§ PROBLEM TO SOLVE: Wherever the word "lists" appears in the entries, copy the whole line.

** Opening INPUT RECORDS block **

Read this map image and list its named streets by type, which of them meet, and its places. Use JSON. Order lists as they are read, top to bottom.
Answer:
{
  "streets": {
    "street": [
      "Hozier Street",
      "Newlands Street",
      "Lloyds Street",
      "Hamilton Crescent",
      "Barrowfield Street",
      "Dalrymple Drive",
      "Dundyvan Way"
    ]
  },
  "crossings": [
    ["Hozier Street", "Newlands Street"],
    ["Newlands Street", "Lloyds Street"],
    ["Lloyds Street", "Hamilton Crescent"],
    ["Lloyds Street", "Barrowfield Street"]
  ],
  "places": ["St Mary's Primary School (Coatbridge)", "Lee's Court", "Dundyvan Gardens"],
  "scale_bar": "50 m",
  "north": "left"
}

** Closing INPUT RECORDS block **
** Opening INPUT RECORDS block **

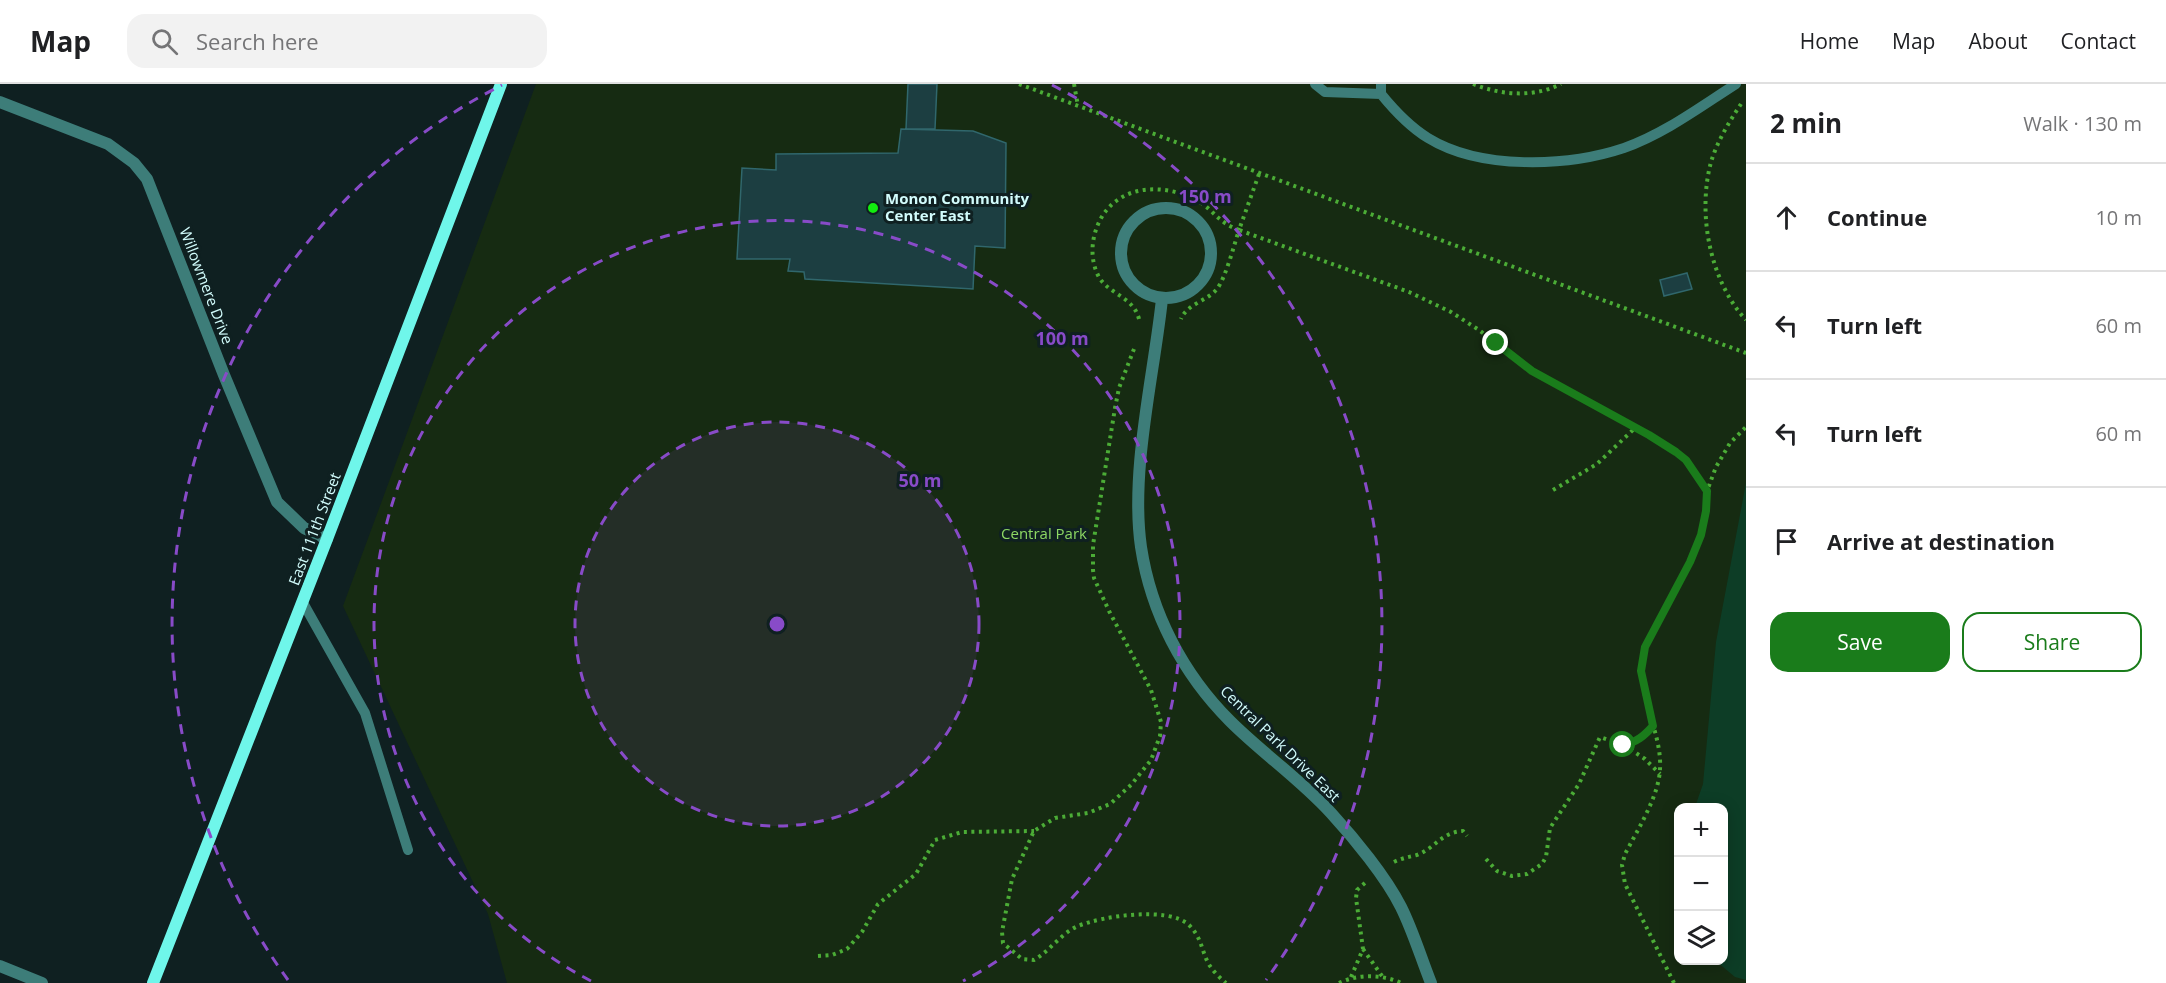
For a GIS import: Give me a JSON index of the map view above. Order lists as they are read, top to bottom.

** Closing INPUT RECORDS block **

§ OUTPUT:
Read this map image and list its named streets by type, which of them meet, and its places. Use JSON. Order lists as they are read, top to bottom.
For a GIS import: Give me a JSON index of the map view above. Order lists as they are read, top to bottom.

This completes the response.